Growing slows down considerably at 9-11 months. My girl went down to 3 cups at 8 months... she is now about to turn 4 and still on 3 cups. Every dog is a little different. Have you ever had a friend that ate like a horse and was skinny? Same thing with dogs, everyone is going to be a little different. \
Remember that labels are written as a general suggestion for the masses. You have to take into account how much exercise your dog gets, how much energy your dog has, how many treats you are feeding. Most female goldens will be closer to 60-65 lbs depending on the parents.


----------



## AllThatGlittersIsGolden (Sep 2, 2019)

Thank you for your input! I guess I'm confused for the drop at 6-8 months instead of 9-11 months, although I do realize that it's a range and I do not necessarily have to decrease. At 4 months, my girl is currently eating 2.5 cups per day, though I plan to add another 1/4-1/2 cup soon. She's about 25 lbs, and her body condition is ideal to me.

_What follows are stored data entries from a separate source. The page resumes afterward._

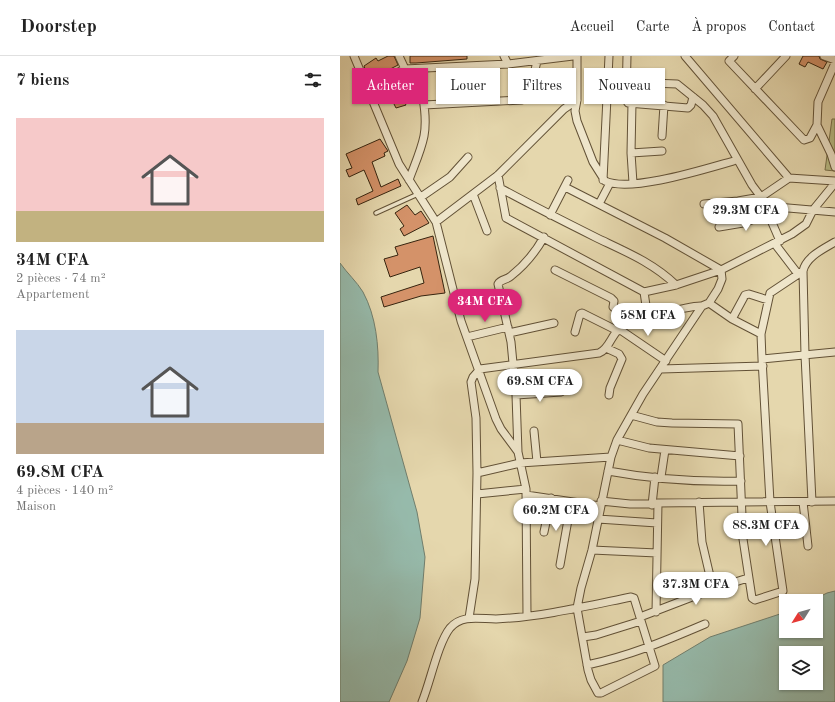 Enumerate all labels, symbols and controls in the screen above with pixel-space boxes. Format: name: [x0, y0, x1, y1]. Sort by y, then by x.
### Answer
text: Doorstep: [20, 18, 97, 37]
text: Accueil: [570, 20, 614, 34]
text: Carte: [636, 20, 669, 34]
text: À propos: [691, 20, 746, 34]
text: Contact: [768, 20, 815, 34]
chip: Acheter: [352, 68, 428, 104]
chip: Louer: [436, 68, 500, 104]
chip: Filtres: [508, 68, 576, 104]
chip: Nouveau: [584, 68, 665, 104]
icon: filters: [302, 69, 324, 91]
text: 7 biens: [16, 72, 69, 89]
icon: home: [134, 144, 206, 216]
pin: 29.3M CFA: [700, 198, 792, 232]
text: 29.3M CFA: [712, 204, 780, 217]
text: 34M CFA: [16, 252, 90, 269]
text: 2 pièces · 74 m²: [16, 272, 106, 285]
text: Appartement: [16, 288, 90, 301]
pin: 34M CFA: [448, 289, 522, 323]
text: 34M CFA: [457, 295, 513, 308]
pin: 58M CFA: [611, 303, 685, 337]
text: 58M CFA: [620, 309, 676, 322]
icon: home: [134, 356, 206, 428]
pin: 69.8M CFA: [494, 369, 586, 403]
text: 69.8M CFA: [506, 375, 574, 388]
text: 69.8M CFA: [16, 464, 104, 481]
text: 4 pièces · 140 m²: [16, 484, 113, 497]
pin: 60.2M CFA: [510, 498, 602, 532]
text: Maison: [16, 500, 56, 513]
text: 60.2M CFA: [522, 504, 590, 517]
pin: 88.3M CFA: [720, 513, 812, 547]
text: 88.3M CFA: [732, 519, 800, 532]
pin: 37.3M CFA: [650, 572, 742, 606]
text: 37.3M CFA: [662, 578, 730, 591]
north arrow: [779, 594, 823, 638]
map controls: [779, 594, 823, 690]
button: layers: [779, 646, 823, 690] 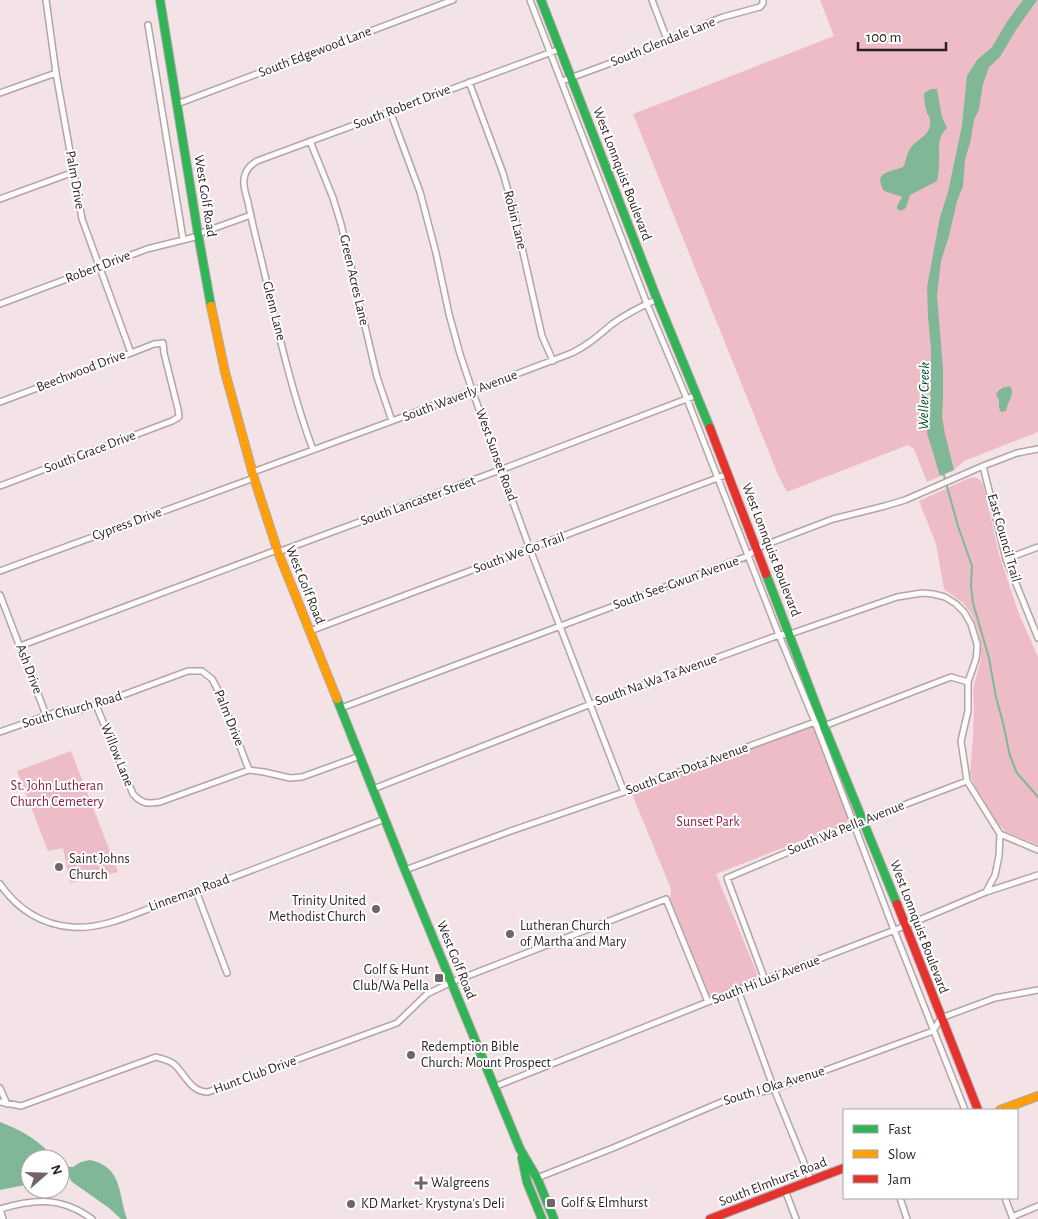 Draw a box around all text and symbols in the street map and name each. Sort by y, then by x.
street label: South Glendale Lane [609,15,717,69]
scale bar [858,20,946,52]
street label: South Edgewood Lane [257,24,373,80]
text: 100 m [866,30,901,45]
street label: South Robert Drive [352,82,452,132]
street label: West Lonnquist Boulevard [590,105,654,243]
street label: Palm Drive [63,149,87,211]
street label: West Golf Road [192,154,218,238]
street label: Robin Lane [501,189,529,251]
street label: Green Acres Lane [337,233,371,327]
street label: Robert Drive [64,248,132,286]
street label: Glenn Lane [260,280,288,342]
street label: Beechwood Drive [34,348,128,394]
water label: Weller Creek [916,362,932,430]
street label: South Waverly Avenue [401,368,519,424]
street label: West Sunset Road [473,407,519,503]
street label: South Grace Drive [42,428,138,476]
street label: South Lancaster Street [359,474,478,528]
street label: West Lonnquist Boulevard [739,481,803,619]
street label: East Council Trail [985,492,1023,584]
street label: Cypress Drive [90,505,164,543]
street label: South We Go Trail [471,530,567,576]
street label: West Golf Road [283,544,327,626]
street label: South See-Gwun Avenue [611,554,741,612]
street label: Ash Drive [13,642,45,696]
street label: South Na Wa Ta Avenue [593,651,719,709]
street label: Palm Drive [211,688,247,748]
street label: South Church Road [20,689,124,731]
street label: Willow Lane [98,721,136,789]
street label: South Can-Dota Avenue [624,740,750,798]
park label: St. John Lutheran Church Cemetery [10,779,104,809]
street label: South Wa Pella Avenue [786,798,906,858]
park label: Sunset Park [676,815,740,829]
place label: Saint Johns Church [69,852,130,882]
street label: West Lonnquist Boulevard [887,858,951,996]
marker: Saint Johns Church [53,861,65,873]
street label: Linneman Road [147,872,231,914]
place label: Trinity United Methodist Church [269,894,366,924]
marker: Trinity United Methodist Church [370,903,382,915]
street label: West Golf Road [434,919,478,1001]
place label: Lutheran Church of Martha and Mary [520,919,626,949]
marker: Lutheran Church of Martha and Mary [504,928,516,940]
street label: South Hi Lusi Avenue [710,953,822,1007]
place label: Golf & Hunt Club/Wa Pella [353,963,430,993]
marker: Golf & Hunt Club/Wa Pella [433,972,445,984]
place label: Redemption Bible Church: Mount Prospect [421,1040,552,1070]
marker: Redemption Bible Church: Mount Prospect [405,1049,417,1061]
street label: Hunt Club Drive [212,1054,298,1096]
street label: South I Oka Avenue [722,1064,826,1108]
legend [843,1109,1018,1199]
text: Fast [888,1122,912,1137]
text: Slow [888,1147,916,1162]
north arrow [20,1149,70,1199]
street label: South Elmhurst Road [717,1155,829,1209]
text: N [48,1163,65,1177]
text: Jam [888,1172,911,1187]
place label: Walgreens [431,1176,489,1190]
marker: Walgreens [415,1177,427,1189]
place label: Golf & Elmhurst [561,1196,648,1210]
place label: KD Market- Krystyna's Deli [361,1197,505,1211]
marker: Golf & Elmhurst [545,1197,557,1209]
marker: KD Market- Krystyna's Deli [345,1198,357,1210] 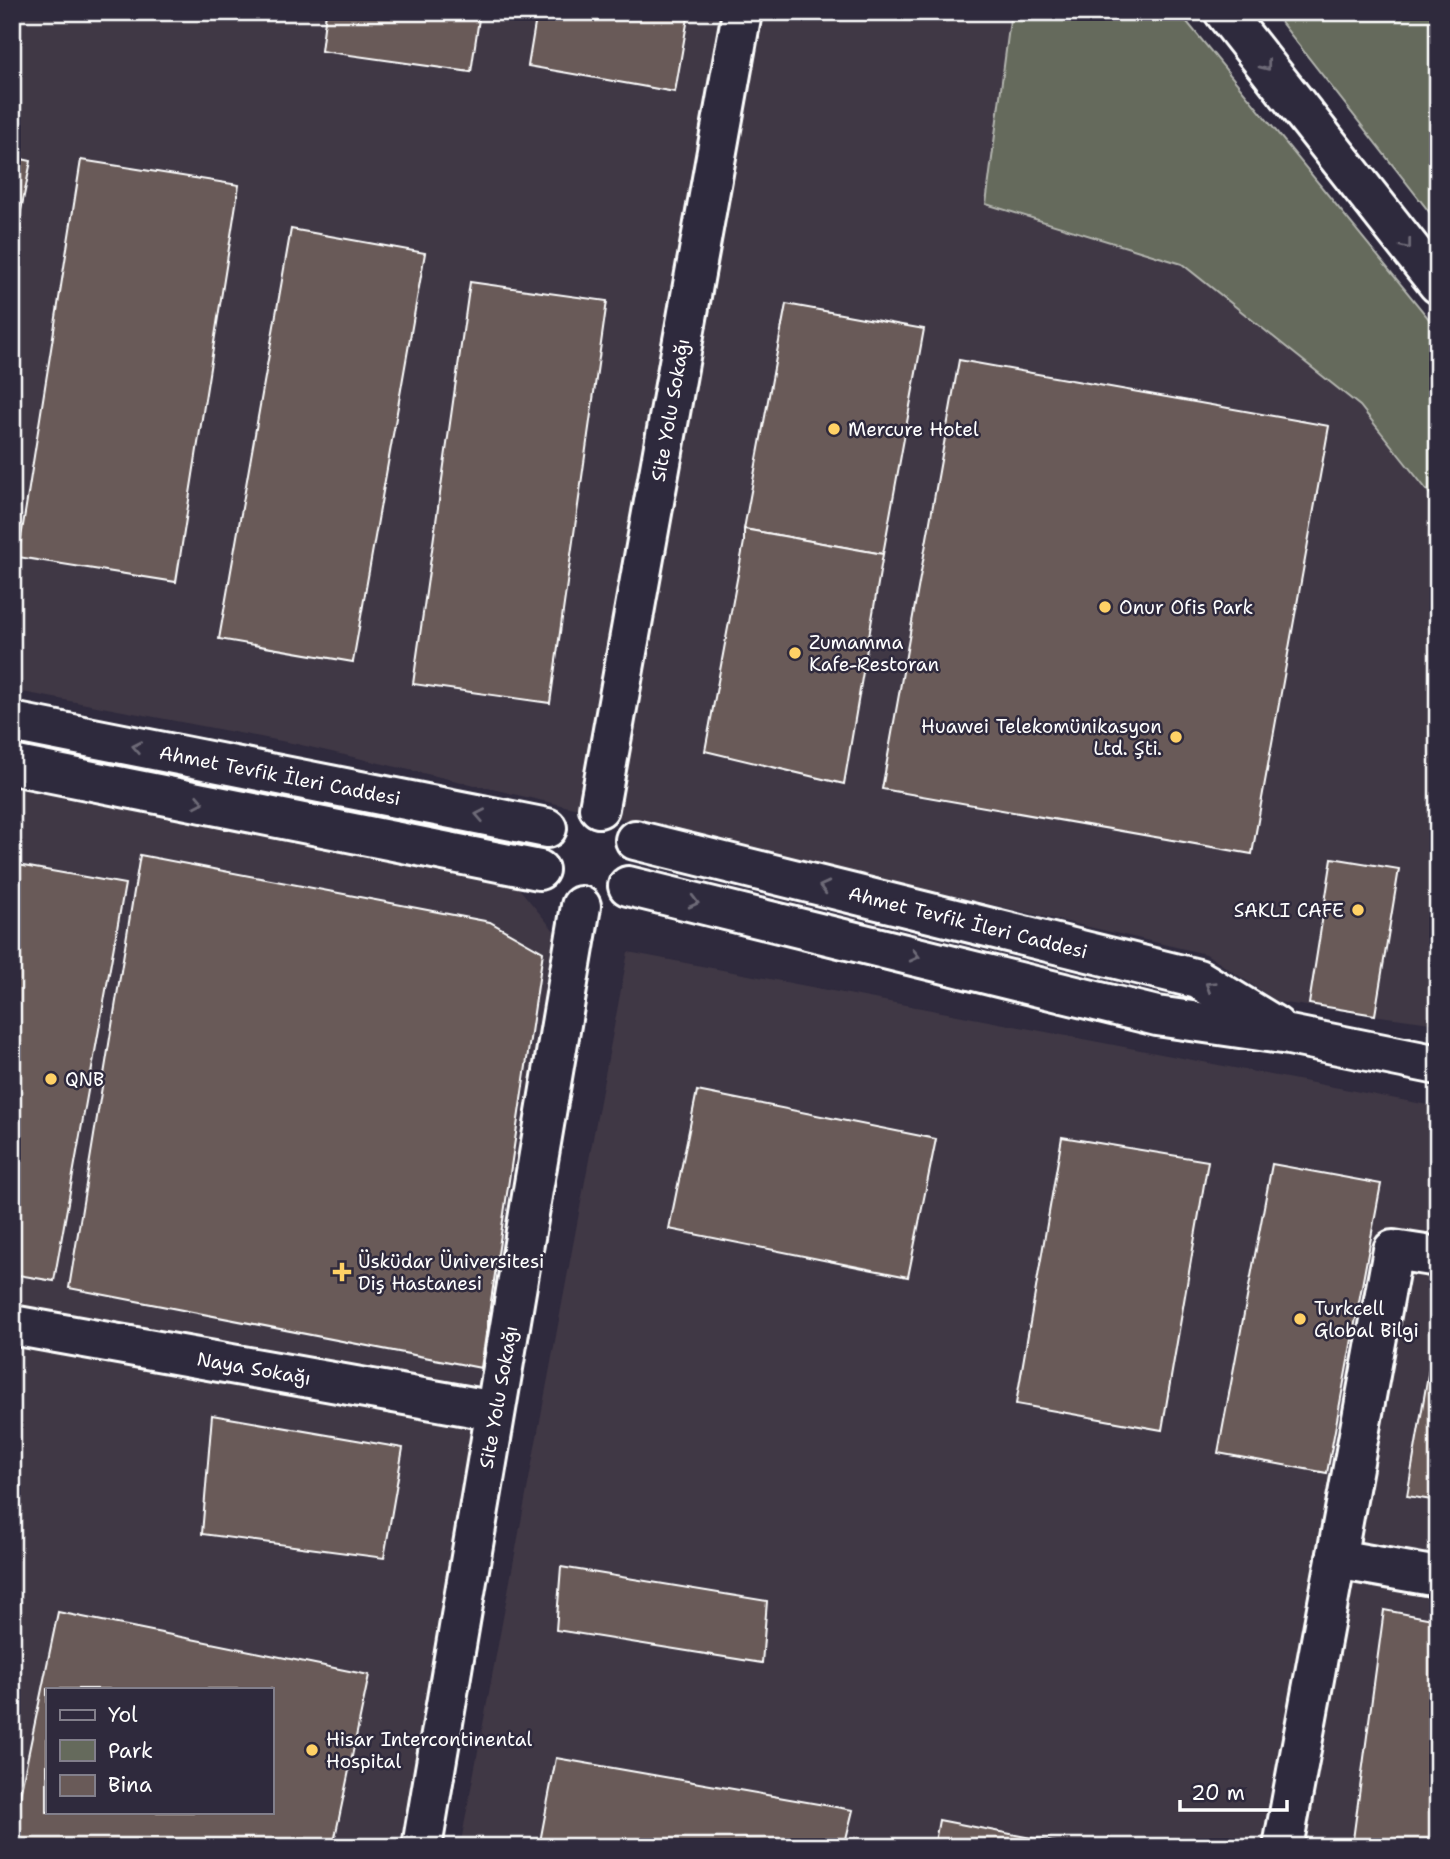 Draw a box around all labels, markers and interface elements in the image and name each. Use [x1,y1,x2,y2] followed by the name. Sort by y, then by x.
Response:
[1258,58,1271,70] one-way arrow
[1398,237,1411,249] one-way arrow
[646,337,695,484] street label: Site Yolu Sokağı
[848,417,979,442] place label: Mercure Hotel
[826,421,842,437] marker: Mercure Hotel
[1119,595,1253,620] place label: Onur Ofis Park
[1097,599,1113,615] marker: Onur Ofis Park
[809,630,939,677] place label: Zumamma Kafe-Restoran
[787,645,803,661] marker: Zumamma Kafe-Restoran
[921,714,1162,761] place label: Huawei Telekomünikasyon Ltd. Şti.
[1168,729,1184,745] marker: Huawei Telekomünikasyon Ltd. Şti.
[131,740,142,755] one-way arrow
[157,740,403,811] street label: Ahmet Tevfik İleri Caddesi
[193,794,205,809] one-way arrow
[474,808,486,823] one-way arrow
[818,881,830,895] one-way arrow
[846,881,1090,964] street label: Ahmet Tevfik İleri Caddesi
[688,894,700,908] one-way arrow
[1234,898,1344,923] place label: SAKLI CAFE
[1350,902,1366,918] marker: SAKLI CAFE
[909,948,921,963] one-way arrow
[1204,982,1217,995] one-way arrow
[65,1067,104,1092] place label: QNB
[43,1071,59,1087] marker: QNB
[358,1249,544,1296] place label: Üsküdar Üniversitesi Diş Hastanesi
[332,1262,352,1282] marker: Üsküdar Üniversitesi Diş Hastanesi
[1314,1296,1419,1343] place label: Turkcell Global Bilgi
[1292,1311,1308,1327] marker: Turkcell Global Bilgi
[474,1324,523,1471] street label: Site Yolu Sokağı
[195,1346,313,1391] street label: Naya Sokağı
[46,1688,273,1814] legend
[108,1701,138,1729] text: Yol
[326,1727,533,1774] place label: Hisar Intercontinental Hospital
[108,1737,153,1765] text: Park
[304,1742,320,1758] marker: Hisar Intercontinental Hospital
[1180,1768,1287,1812] scale bar
[108,1771,152,1799] text: Bina
[1191,1779,1245,1807] text: 20 m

She appears lean but not skinny, and her ribs are palpable. Like you said, every dog is different. I just didn't understand the lowering of food at 6-8 months compared to 9-11 months. I'll be increasing her food over the next several weeks, but of course, I'll continue to monitor her through weighing and palpation, and will decrease if she feels like she's getting too chunky.

Thank you again!!


----------



## cwag (Apr 25, 2017)

I found the amount on the PPP Large Breed Puppy to be about right although it's a pretty big range. The Eukanuba Large Breed was always way too much. You are exactly right to go by body condition/feeling ribs and keep her lean


----------



## AllThatGlittersIsGolden (Sep 2, 2019)

Good to know! I know every dog is different, but it sure is helpful to hear from other people's experiences.


----------



## rabernet (Feb 24, 2015)

I've never gone by suggested amounts on the bags of dog food. I often find their recommendations are more than what my boys actually need. Both of my boys get 1 cup twice a day of Purina Pro Plan Sport 30/20. It's perfect for Moses - his ribs are easily felt. I feel Noah could stand to lose a few lbs, but he's also hypo thyroid. He's about 5 lbs heavier than I'd like him to be.


----------



## jeffscott947 (Jun 9, 2019)

Without regard to any brand, I have found that they all overstate feeding amounts. After all, they are in business to sell us food! 
I would use the printed matter as a general guide only and go by the needs of the individual dog.


----------